**Exercise:**
Please repeat the listing below in its entirety, exactly.

<<<<

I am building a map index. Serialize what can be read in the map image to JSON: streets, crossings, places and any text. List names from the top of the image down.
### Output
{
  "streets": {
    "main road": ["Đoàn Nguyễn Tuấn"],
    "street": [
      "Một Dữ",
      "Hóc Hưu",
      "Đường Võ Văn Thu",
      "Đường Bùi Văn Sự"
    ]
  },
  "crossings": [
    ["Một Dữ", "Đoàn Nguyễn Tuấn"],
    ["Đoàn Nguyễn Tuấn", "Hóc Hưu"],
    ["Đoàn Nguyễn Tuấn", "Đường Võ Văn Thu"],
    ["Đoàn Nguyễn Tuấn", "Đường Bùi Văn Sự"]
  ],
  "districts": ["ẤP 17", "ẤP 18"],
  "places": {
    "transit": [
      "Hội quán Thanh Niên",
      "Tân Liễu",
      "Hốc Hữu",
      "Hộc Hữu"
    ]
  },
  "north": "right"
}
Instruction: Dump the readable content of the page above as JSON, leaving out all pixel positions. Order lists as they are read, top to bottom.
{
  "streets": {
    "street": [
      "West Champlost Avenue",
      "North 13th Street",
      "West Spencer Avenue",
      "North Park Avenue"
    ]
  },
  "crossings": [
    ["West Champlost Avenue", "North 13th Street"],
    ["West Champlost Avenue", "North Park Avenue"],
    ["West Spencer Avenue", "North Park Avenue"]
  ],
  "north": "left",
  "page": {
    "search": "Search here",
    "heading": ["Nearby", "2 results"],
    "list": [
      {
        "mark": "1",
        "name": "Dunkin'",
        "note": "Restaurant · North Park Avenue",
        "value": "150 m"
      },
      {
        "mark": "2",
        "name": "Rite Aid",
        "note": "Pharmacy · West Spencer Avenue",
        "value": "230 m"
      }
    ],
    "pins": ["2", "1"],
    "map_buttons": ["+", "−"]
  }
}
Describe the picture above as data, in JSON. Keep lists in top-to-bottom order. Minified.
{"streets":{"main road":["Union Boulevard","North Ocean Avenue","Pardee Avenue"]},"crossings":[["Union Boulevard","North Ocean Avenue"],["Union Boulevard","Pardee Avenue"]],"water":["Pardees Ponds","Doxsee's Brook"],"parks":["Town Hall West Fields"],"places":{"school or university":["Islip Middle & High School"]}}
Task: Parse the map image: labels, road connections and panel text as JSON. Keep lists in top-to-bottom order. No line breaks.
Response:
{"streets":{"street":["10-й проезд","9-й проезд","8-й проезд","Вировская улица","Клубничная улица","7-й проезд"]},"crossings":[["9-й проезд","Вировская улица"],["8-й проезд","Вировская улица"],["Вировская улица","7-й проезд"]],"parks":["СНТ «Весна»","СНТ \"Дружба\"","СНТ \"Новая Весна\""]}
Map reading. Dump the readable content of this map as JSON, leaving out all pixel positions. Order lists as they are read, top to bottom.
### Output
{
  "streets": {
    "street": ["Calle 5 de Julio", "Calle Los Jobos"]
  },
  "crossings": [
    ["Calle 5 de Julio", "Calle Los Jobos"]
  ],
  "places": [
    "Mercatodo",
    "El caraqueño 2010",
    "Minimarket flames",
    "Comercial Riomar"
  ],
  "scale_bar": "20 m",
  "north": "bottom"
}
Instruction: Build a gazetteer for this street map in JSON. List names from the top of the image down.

>>>>

**Response to the task:**
I am building a map index. Serialize what can be read in the map image to JSON: streets, crossings, places and any text. List names from the top of the image down.
### Output
{
  "streets": {
    "main road": ["Đoàn Nguyễn Tuấn"],
    "street": [
      "Một Dữ",
      "Hóc Hưu",
      "Đường Võ Văn Thu",
      "Đường Bùi Văn Sự"
    ]
  },
  "crossings": [
    ["Một Dữ", "Đoàn Nguyễn Tuấn"],
    ["Đoàn Nguyễn Tuấn", "Hóc Hưu"],
    ["Đoàn Nguyễn Tuấn", "Đường Võ Văn Thu"],
    ["Đoàn Nguyễn Tuấn", "Đường Bùi Văn Sự"]
  ],
  "districts": ["ẤP 17", "ẤP 18"],
  "places": {
    "transit": [
      "Hội quán Thanh Niên",
      "Tân Liễu",
      "Hốc Hữu",
      "Hộc Hữu"
    ]
  },
  "north": "right"
}
Instruction: Dump the readable content of the page above as JSON, leaving out all pixel positions. Order lists as they are read, top to bottom.
{
  "streets": {
    "street": [
      "West Champlost Avenue",
      "North 13th Street",
      "West Spencer Avenue",
      "North Park Avenue"
    ]
  },
  "crossings": [
    ["West Champlost Avenue", "North 13th Street"],
    ["West Champlost Avenue", "North Park Avenue"],
    ["West Spencer Avenue", "North Park Avenue"]
  ],
  "north": "left",
  "page": {
    "search": "Search here",
    "heading": ["Nearby", "2 results"],
    "list": [
      {
        "mark": "1",
        "name": "Dunkin'",
        "note": "Restaurant · North Park Avenue",
        "value": "150 m"
      },
      {
        "mark": "2",
        "name": "Rite Aid",
        "note": "Pharmacy · West Spencer Avenue",
        "value": "230 m"
      }
    ],
    "pins": ["2", "1"],
    "map_buttons": ["+", "−"]
  }
}
Describe the picture above as data, in JSON. Keep lists in top-to-bottom order. Minified.
{"streets":{"main road":["Union Boulevard","North Ocean Avenue","Pardee Avenue"]},"crossings":[["Union Boulevard","North Ocean Avenue"],["Union Boulevard","Pardee Avenue"]],"water":["Pardees Ponds","Doxsee's Brook"],"parks":["Town Hall West Fields"],"places":{"school or university":["Islip Middle & High School"]}}
Task: Parse the map image: labels, road connections and panel text as JSON. Keep lists in top-to-bottom order. No line breaks.
Response:
{"streets":{"street":["10-й проезд","9-й проезд","8-й проезд","Вировская улица","Клубничная улица","7-й проезд"]},"crossings":[["9-й проезд","Вировская улица"],["8-й проезд","Вировская улица"],["Вировская улица","7-й проезд"]],"parks":["СНТ «Весна»","СНТ \"Дружба\"","СНТ \"Новая Весна\""]}
Map reading. Dump the readable content of this map as JSON, leaving out all pixel positions. Order lists as they are read, top to bottom.
### Output
{
  "streets": {
    "street": ["Calle 5 de Julio", "Calle Los Jobos"]
  },
  "crossings": [
    ["Calle 5 de Julio", "Calle Los Jobos"]
  ],
  "places": [
    "Mercatodo",
    "El caraqueño 2010",
    "Minimarket flames",
    "Comercial Riomar"
  ],
  "scale_bar": "20 m",
  "north": "bottom"
}
Instruction: Build a gazetteer for this street map in JSON. List names from the top of the image down.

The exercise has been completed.